Note: I watched this the entire time, and needed to add a little bit more flour as it went; it shouldn’t clean the sides of the bowl, necessarily, but it should come off of it a little bit and smooth out. I added 1/2 cup more as it was kneading, and felt like that was perfect. You add more or less as you see fit, but don’t make it too dry. Aim for “not sticky oozy glob.”

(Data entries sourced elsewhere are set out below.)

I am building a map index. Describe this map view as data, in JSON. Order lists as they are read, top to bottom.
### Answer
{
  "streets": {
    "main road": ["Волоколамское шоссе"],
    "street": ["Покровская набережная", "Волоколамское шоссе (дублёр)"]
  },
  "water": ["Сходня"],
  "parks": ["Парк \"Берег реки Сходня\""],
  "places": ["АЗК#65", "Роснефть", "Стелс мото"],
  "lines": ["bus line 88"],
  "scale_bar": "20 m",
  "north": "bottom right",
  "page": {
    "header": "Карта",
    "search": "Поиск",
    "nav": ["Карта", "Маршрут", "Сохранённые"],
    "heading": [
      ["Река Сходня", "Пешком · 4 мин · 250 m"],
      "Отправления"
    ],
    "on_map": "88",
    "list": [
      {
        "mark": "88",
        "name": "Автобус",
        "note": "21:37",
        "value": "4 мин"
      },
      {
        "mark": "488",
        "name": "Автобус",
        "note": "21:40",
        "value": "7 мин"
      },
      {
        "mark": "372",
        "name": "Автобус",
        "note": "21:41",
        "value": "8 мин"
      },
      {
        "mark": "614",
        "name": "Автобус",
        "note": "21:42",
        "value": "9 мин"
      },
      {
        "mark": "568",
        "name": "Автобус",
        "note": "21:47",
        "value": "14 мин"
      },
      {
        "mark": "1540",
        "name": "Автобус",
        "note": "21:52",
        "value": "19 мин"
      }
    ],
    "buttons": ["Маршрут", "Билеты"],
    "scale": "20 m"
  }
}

Remove the bowl from the stand mixer and give it one more scrape-down to catch the sides. Use your hands to incorporate any side leftovers, and cover the bowl with plastic wrap. Place in a warm spot in your kitchen and let rise for about 3 hours; it should double in bulk. Alternatively, you can place the bowl in the fridge overnight, which is what I did, and it turned out beautifully. The chill on it makes it easier to work when you shape the loaves, so you pick. I think if you’ve done ciabatta before, you’re prepared for how soft and sticky it is. If you haven’t, I would recommend the refrigerator/overnight method first.
When your dough is ready, sprinkle two half-sheet pans generously with cornmeal.
Cover your work surface with that heap of flour (2/3 cup) and use your pastry scraper to turn the dough out of the bowl onto the prepared surface. Cut the dough into two equal pieces with a large, sharp knife.
Sprinkle a little more flour over top your two dough halves while you gently shape each piece outward into long, flat rectangles, about 6 inches by 16-18 inches in total size. Carefully pick up each loaf by weaving it over your hands and transfer it to the center of the prepared pan.
Cover the loaves loosely with two clean kitchen towels (1 each) and leave them to rise in a warm place in your kitchen until soft and puffy, 1 1/2 to 2 hours.
When ready to bake, place your oven racks in the middle and lower third of your oven, and preheat to 450°F.
Place your bread into oven gently, and bake until they are lightly browned and sound hollow when tapped, about 18-20 minutes. Transfer to wire racks to cool completely before serving. That part, yes, will be difficult.
Makes two really big loaves; ones which you could use for slicing and serving as an appetizer with flavored olive oil, toasting for crostini or bruschetta, or making breakfast sandwiches much like the mediterranean egg sandwich coming up next.